In this lab, we used GPT-3.5 to generate SQL queries based on table names and definitions, leveraging prompts that ask GPT-3.5 to identify which database tables are relevant to answer specific questions. The goal was to see how well GPT-3.5 could interpret table structures and provide accurate table mappings for SQL queries.

Prompts Tested:
I tested a series of prompts to evaluate how GPT-3.5 would respond in different scenarios, focusing on querying information related to movies, actors, and awards.

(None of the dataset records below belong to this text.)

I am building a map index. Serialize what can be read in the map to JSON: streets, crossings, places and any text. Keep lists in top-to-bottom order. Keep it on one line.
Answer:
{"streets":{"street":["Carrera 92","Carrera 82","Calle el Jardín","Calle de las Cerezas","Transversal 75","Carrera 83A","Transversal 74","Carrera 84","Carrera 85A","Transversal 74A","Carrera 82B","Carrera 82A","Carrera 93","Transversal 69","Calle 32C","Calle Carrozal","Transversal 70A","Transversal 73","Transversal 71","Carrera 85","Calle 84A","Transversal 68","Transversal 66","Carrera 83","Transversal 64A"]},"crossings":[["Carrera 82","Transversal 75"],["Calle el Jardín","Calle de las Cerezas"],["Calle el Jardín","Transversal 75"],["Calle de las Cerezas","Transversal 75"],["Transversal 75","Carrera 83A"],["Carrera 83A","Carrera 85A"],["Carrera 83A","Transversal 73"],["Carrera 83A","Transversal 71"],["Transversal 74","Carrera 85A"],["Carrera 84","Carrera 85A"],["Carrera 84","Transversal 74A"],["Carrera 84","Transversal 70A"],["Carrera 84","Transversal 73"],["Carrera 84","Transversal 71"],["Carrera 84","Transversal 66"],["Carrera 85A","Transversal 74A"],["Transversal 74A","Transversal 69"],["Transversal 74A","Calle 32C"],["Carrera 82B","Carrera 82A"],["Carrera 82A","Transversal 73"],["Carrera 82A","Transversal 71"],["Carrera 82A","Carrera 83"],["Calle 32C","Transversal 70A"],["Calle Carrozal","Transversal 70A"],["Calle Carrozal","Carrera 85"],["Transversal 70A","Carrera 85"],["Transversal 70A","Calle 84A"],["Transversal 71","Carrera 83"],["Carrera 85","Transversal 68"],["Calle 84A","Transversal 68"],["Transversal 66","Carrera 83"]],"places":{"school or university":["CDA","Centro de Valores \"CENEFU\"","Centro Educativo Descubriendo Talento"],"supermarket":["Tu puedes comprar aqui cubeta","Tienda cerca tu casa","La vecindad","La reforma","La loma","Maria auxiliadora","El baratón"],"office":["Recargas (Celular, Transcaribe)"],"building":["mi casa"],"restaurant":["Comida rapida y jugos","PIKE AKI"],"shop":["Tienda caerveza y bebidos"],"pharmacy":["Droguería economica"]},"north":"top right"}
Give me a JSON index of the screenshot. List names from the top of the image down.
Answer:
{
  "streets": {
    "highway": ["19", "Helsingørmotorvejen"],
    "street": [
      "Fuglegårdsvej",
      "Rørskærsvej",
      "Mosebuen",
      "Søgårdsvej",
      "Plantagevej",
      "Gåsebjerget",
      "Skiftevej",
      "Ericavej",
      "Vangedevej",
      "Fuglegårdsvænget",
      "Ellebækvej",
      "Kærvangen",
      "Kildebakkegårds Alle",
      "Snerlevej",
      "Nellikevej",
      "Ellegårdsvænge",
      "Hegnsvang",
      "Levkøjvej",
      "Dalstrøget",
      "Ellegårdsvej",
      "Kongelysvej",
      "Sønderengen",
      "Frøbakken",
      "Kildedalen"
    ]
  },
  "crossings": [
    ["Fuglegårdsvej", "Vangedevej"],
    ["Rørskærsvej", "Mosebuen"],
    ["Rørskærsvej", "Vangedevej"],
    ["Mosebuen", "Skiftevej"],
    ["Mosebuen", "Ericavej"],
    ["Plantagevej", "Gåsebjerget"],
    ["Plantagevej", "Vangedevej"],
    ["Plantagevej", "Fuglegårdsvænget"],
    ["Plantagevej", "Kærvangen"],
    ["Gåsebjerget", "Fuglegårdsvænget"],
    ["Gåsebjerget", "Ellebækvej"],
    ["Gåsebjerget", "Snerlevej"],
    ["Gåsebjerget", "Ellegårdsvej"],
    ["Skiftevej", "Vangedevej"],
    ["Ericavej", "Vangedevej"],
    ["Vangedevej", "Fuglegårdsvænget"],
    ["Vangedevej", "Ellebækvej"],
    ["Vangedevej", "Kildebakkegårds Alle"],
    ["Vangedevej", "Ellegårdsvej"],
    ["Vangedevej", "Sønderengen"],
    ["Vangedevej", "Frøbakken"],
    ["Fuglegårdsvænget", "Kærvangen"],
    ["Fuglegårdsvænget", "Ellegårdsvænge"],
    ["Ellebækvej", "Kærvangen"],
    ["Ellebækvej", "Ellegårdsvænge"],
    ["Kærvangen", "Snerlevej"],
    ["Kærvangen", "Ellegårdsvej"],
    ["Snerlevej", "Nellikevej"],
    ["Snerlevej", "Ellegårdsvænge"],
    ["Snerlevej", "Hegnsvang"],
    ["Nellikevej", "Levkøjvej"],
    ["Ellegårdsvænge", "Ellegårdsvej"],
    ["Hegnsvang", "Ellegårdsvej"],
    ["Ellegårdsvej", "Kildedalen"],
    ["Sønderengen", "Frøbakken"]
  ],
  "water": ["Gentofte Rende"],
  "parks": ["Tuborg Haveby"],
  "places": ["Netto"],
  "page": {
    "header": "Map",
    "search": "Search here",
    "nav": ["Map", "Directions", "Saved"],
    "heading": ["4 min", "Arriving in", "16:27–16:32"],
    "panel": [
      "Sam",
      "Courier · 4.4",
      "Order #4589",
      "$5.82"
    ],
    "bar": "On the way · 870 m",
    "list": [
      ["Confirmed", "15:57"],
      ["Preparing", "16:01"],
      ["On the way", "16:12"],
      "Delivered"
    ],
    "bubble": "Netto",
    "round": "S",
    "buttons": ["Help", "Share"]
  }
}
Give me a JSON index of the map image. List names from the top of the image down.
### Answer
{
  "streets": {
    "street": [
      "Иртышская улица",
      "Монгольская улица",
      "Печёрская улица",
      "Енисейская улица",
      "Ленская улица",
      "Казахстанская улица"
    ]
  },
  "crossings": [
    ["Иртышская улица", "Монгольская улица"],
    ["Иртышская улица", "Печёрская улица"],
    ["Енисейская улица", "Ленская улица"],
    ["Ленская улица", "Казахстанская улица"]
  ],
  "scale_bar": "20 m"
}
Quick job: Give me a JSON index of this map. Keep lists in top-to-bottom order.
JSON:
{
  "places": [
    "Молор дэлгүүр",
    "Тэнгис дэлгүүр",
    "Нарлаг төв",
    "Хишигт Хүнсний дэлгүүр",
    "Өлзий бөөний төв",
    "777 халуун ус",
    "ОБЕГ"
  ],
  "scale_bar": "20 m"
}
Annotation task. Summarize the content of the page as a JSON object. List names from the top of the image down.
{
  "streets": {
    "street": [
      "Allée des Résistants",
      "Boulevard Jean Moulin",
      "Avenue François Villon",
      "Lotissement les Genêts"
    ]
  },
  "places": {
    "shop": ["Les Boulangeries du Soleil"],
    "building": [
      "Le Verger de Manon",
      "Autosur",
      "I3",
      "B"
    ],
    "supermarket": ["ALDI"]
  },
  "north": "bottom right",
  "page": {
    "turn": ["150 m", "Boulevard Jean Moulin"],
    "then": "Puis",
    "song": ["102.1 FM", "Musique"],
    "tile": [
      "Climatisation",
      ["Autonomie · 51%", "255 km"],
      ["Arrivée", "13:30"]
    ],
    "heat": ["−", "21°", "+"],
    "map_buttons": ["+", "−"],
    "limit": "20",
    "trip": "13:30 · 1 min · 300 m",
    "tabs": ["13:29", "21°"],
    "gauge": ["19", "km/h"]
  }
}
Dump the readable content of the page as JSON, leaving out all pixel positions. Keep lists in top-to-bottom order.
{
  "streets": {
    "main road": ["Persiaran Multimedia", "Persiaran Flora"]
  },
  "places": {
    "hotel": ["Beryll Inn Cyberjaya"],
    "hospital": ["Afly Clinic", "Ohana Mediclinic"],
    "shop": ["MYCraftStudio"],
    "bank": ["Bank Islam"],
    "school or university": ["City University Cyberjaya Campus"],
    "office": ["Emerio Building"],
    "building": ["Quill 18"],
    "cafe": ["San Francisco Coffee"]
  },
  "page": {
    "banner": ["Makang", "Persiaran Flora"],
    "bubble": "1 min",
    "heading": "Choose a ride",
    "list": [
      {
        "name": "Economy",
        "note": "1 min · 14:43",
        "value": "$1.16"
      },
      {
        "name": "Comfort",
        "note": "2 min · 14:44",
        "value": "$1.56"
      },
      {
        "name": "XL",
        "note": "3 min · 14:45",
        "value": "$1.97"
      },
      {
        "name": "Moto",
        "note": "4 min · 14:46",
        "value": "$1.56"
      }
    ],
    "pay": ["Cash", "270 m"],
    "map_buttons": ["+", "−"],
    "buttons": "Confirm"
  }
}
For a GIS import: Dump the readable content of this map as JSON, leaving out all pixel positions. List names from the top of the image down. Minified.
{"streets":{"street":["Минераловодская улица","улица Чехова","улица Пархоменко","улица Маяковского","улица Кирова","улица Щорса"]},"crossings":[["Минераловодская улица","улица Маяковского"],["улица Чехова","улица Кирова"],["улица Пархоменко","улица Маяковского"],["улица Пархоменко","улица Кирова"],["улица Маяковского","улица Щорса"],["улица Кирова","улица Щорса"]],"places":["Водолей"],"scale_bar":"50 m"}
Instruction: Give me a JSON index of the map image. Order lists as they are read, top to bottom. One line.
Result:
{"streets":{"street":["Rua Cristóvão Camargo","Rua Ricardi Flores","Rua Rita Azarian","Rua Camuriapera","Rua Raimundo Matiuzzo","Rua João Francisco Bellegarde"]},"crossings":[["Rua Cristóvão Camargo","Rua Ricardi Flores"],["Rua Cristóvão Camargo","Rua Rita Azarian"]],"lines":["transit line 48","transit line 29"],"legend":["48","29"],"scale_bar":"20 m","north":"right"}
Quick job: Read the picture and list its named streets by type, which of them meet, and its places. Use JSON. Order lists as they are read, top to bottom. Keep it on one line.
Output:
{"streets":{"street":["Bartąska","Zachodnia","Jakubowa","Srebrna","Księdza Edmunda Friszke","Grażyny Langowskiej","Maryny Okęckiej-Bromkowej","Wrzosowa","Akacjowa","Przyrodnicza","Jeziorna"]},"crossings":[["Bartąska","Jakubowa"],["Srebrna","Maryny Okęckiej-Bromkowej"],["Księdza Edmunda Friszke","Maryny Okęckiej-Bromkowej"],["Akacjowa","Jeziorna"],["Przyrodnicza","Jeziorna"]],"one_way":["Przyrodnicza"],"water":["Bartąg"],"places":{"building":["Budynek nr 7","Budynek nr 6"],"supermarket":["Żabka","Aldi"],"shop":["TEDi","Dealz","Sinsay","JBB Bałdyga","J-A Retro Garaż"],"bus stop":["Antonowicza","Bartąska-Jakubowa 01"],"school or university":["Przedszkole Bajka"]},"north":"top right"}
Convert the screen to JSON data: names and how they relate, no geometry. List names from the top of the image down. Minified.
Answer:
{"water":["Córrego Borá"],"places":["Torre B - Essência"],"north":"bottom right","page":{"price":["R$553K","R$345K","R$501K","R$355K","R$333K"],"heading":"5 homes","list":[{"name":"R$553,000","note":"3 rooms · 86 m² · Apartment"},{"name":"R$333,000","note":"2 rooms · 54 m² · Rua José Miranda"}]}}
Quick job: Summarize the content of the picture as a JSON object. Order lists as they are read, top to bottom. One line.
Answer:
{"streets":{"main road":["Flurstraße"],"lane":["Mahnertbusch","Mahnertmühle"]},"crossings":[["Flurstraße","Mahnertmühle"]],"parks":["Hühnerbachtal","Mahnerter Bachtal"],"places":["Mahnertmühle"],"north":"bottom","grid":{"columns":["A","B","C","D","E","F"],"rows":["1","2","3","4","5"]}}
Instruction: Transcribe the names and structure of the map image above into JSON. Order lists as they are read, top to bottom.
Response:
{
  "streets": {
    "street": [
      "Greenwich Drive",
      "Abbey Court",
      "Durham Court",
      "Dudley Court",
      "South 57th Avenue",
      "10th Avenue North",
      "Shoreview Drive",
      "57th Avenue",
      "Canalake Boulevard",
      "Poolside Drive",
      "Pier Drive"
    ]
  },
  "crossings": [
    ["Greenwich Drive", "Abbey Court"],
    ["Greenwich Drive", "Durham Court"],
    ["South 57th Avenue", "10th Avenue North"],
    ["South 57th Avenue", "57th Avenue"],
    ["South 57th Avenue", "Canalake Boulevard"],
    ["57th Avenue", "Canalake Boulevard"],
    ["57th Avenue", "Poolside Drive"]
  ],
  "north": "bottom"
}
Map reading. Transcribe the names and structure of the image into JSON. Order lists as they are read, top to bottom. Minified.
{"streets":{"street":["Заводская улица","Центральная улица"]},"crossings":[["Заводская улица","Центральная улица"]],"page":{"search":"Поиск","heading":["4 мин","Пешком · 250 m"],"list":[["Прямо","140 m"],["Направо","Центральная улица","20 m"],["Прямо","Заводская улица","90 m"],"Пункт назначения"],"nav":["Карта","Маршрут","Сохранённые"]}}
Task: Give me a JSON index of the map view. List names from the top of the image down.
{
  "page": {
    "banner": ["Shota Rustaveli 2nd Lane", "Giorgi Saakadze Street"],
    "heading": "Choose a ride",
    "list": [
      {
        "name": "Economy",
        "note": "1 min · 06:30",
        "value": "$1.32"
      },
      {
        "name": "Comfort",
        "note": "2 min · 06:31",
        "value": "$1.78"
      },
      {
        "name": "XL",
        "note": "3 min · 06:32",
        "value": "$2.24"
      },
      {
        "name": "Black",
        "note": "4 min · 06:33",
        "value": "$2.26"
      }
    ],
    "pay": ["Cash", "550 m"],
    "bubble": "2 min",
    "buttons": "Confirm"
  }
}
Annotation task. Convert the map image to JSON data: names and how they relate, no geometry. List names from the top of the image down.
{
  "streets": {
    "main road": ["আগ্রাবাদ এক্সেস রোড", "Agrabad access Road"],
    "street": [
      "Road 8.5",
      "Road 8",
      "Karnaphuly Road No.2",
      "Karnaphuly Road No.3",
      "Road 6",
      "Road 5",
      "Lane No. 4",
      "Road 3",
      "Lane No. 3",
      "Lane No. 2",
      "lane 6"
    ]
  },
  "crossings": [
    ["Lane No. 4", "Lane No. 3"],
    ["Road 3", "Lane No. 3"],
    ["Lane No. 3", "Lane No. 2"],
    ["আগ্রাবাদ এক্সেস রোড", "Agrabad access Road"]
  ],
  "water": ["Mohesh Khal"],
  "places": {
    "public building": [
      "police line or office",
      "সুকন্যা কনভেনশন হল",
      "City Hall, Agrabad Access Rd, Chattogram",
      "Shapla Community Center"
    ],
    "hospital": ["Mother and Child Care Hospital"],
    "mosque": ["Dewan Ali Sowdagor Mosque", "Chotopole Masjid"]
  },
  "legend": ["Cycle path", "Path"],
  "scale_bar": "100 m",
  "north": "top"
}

Examples of Prompts Tested:

"Which movie won the most Oscars?"
Result: GPT-3.5 identified the relevant tables as "movies" and "awards".
"Which actors have won the most Oscars?"
Result: GPT-3.5 returned the tables "actors" and "awards", showing consistency in correctly mapping awards-related queries.
"Which directors have won the most Oscars?"
Result: The model correctly mapped to "directors" and "awards" tables.
Challenges and Errors Encountered:
Error with Table and Definition Mismatch:

While building the table schema in the DataFrame, I encountered errors related to mismatches in the length of the table names and their definitions. Initially, there was a ValueError that indicated all arrays must be of the same length. After correcting this, the DataFrame was successfully created.
Hallucinations or Inaccurate Table Mappings:

"Which movie genres have won the most Oscars?"
GPT-3.5 failed to provide accurate table suggestions when queried about genres. This indicated that the model was either hallucinating or the table structures were not well understood in relation to the data.
More Complex Queries:
When I tried more complex queries, such as combining different entities (e.g., movies and revenue), GPT-3.5 sometimes returned irrelevant or incomplete table mappings.
What Worked Well:
Simpler questions related directly to entities defined in the database schema worked well, and GPT-3.5 accurately provided the required tables in JSON format. Examples of this include questions related to specific actors, movies, or awards.
The model responded accurately when the queries were direct and tied closely to predefined table names and definitions.
What Didn’t Work Well:
For more abstract queries, such as asking about movie genres or attempting to combine too many fields in one query, GPT-3.5 struggled to provide accurate responses.
Additionally, when questions were vague or implied a deeper relationship between entities (like revenue and award wins), GPT-3.5 returned tables that didn’t directly match the expected SQL tables.
What Did I Learn:
Through this exercise, I learned the importance of structuring data and prompts carefully when working with language models. GPT-3.5 was highly effective at identifying simple and direct table mappings, but it struggled when the queries became more complex or ambiguous. The quality of the prompt directly influenced the quality of the response, and having clear table definitions helped in generating more accurate SQL queries. Furthermore, this lab demonstrated that while GPT-3.5 is powerful, it still has limitations in understanding intricate database relationships.